We do not find in these reasons any indication that the appellant was the victim of apprehension, surprise, hope, persuasion, fear, ignorance or any other element or circumstance that would have justified the judge in setting aside the plea.

The appellant leans heavily upon the decision of this court in Artigas v. State, 140 Fla. 671, 192 So. 795, but we do not find such similarity in the two cases as would make the rule announced in one govern the decision in the other. The vital distinction between the two is the formality of the presentation. In the cited case the petition contaning grounds that appealed to three members of the court was verified; in the present case the motion was neither verified nor signed by the defendant. It was signed only by his counsel.

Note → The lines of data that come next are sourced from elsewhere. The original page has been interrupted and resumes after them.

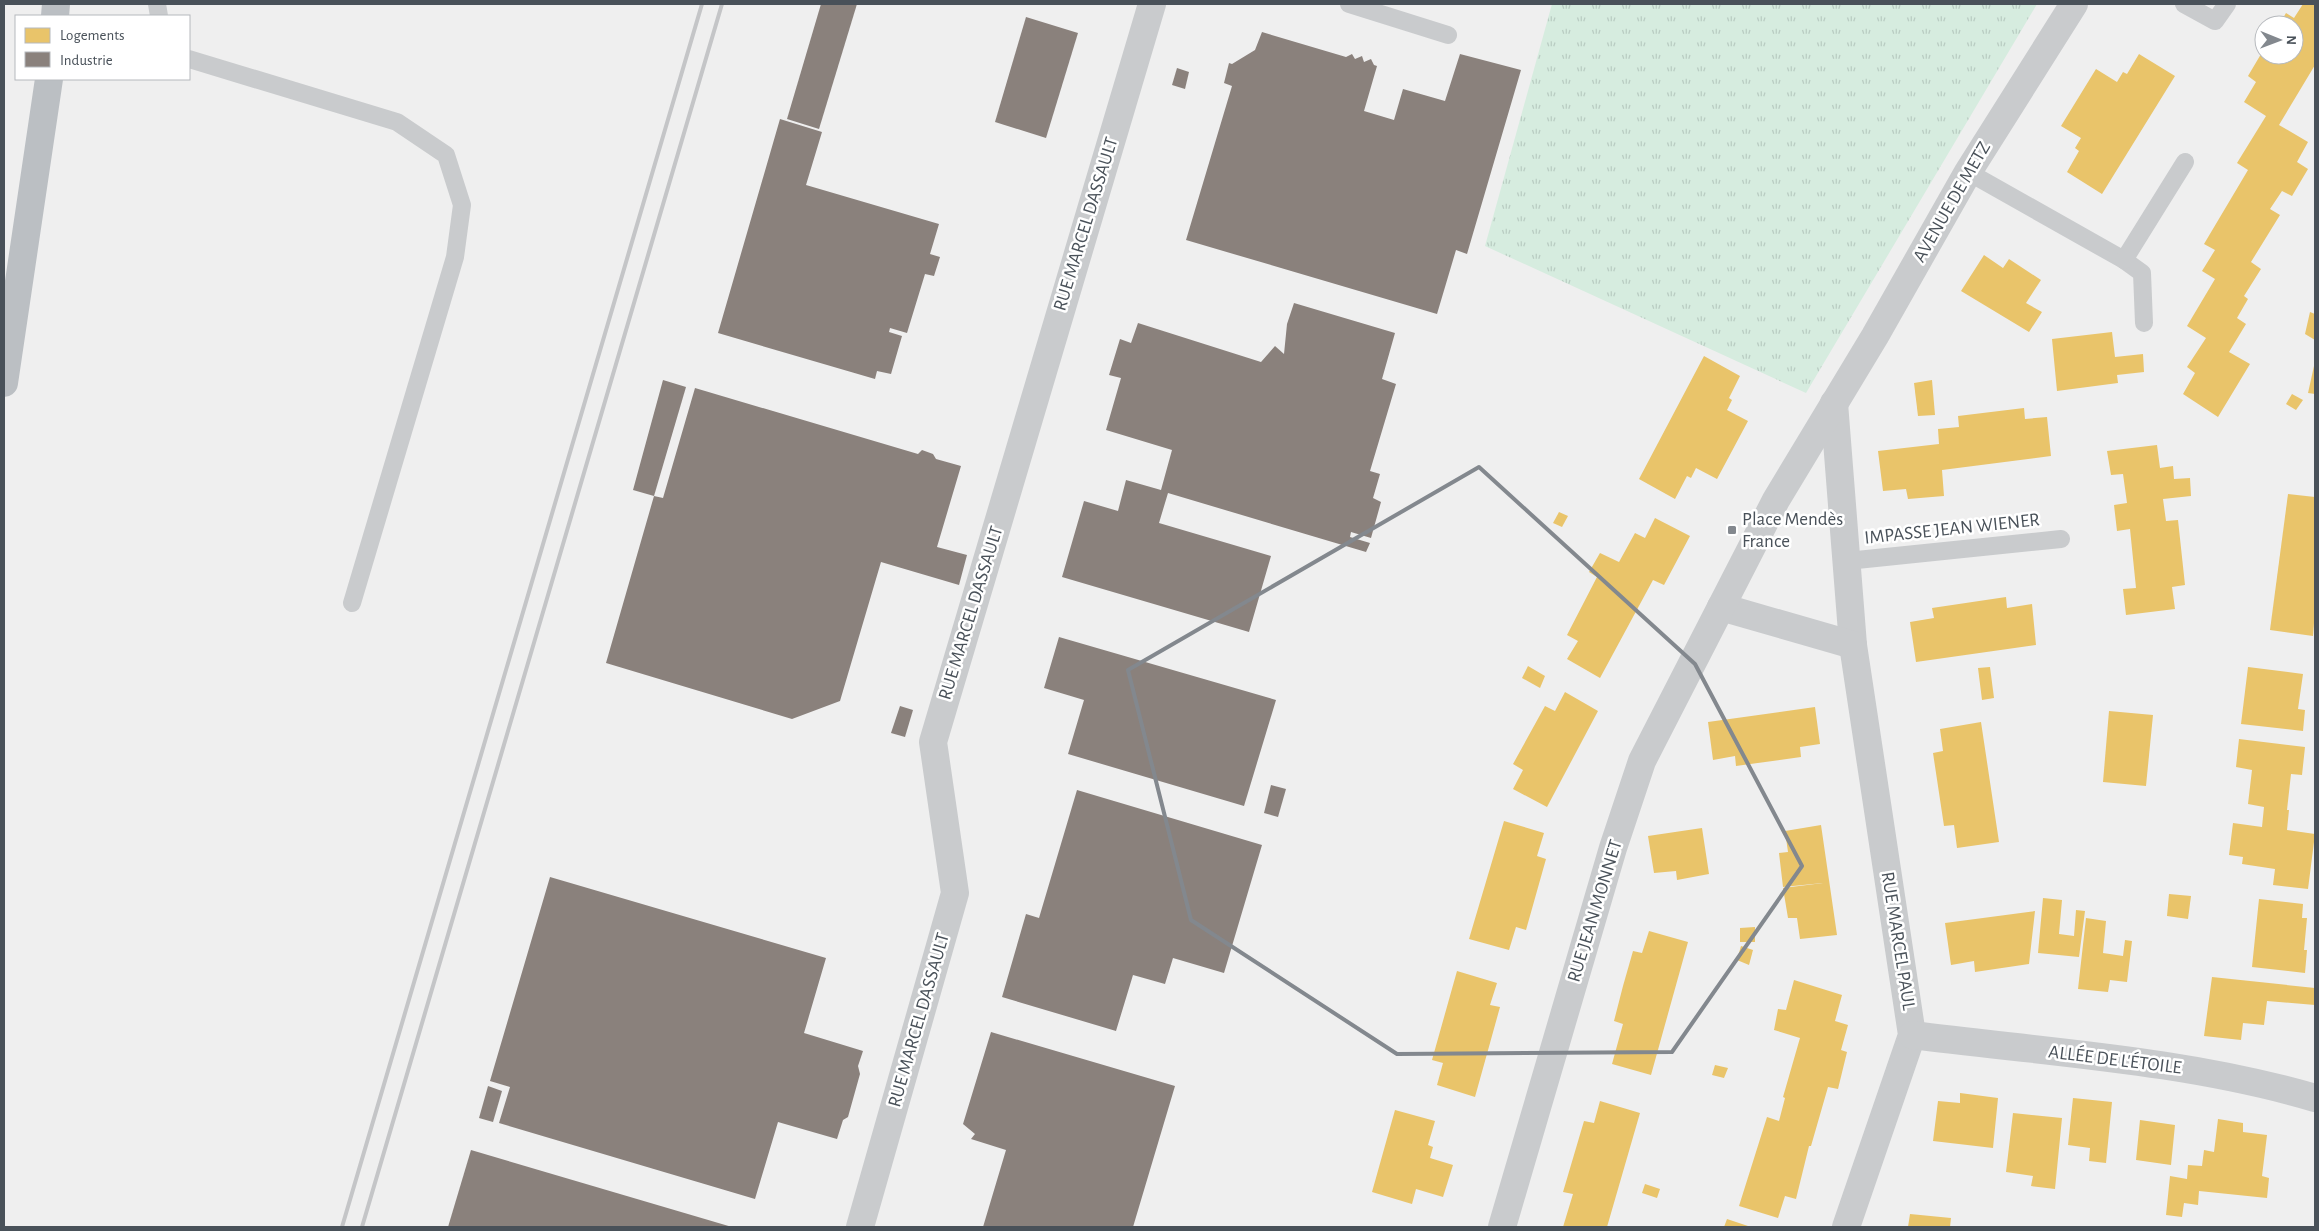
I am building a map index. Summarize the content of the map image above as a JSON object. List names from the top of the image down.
{
  "streets": {
    "street": [
      "AVENUE DE METZ",
      "RUE MARCEL DASSAULT",
      "RUE JEAN MONNET",
      "RUE MARCEL PAUL",
      "ALLÉE DE L'ÉTOILE"
    ],
    "lane": ["IMPASSE JEAN WIENER"]
  },
  "crossings": [
    ["AVENUE DE METZ", "RUE JEAN MONNET"],
    ["AVENUE DE METZ", "RUE MARCEL PAUL"],
    ["IMPASSE JEAN WIENER", "RUE MARCEL PAUL"],
    ["RUE MARCEL PAUL", "ALLÉE DE L'ÉTOILE"]
  ],
  "places": {
    "transit": ["Place Mendès France"]
  },
  "legend": ["Logements", "Industrie"],
  "north": "right"
}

The matter of permitting the withdrawal of the plea was purely discretionary. Section 909.13, Florida Statutes 1951, and F.S.A. Considering the weak foundation of the motion and the ineffective manner in which it was offered, we can conclude only that the judge was well within the bounds of his discretion when he declined to vacate the plea.

The second assault is aimed at the term of sentence imposed which the appellant insists was excessive. There is no claim that it was more than the judge was authorized to pronounce under the statute dealing with the offense charged, but only that it was disproportionate to the appellant's just desserts.

This question has long since been answered contrary to appellant's contention, but it may be wise to refer to three of our decisions on...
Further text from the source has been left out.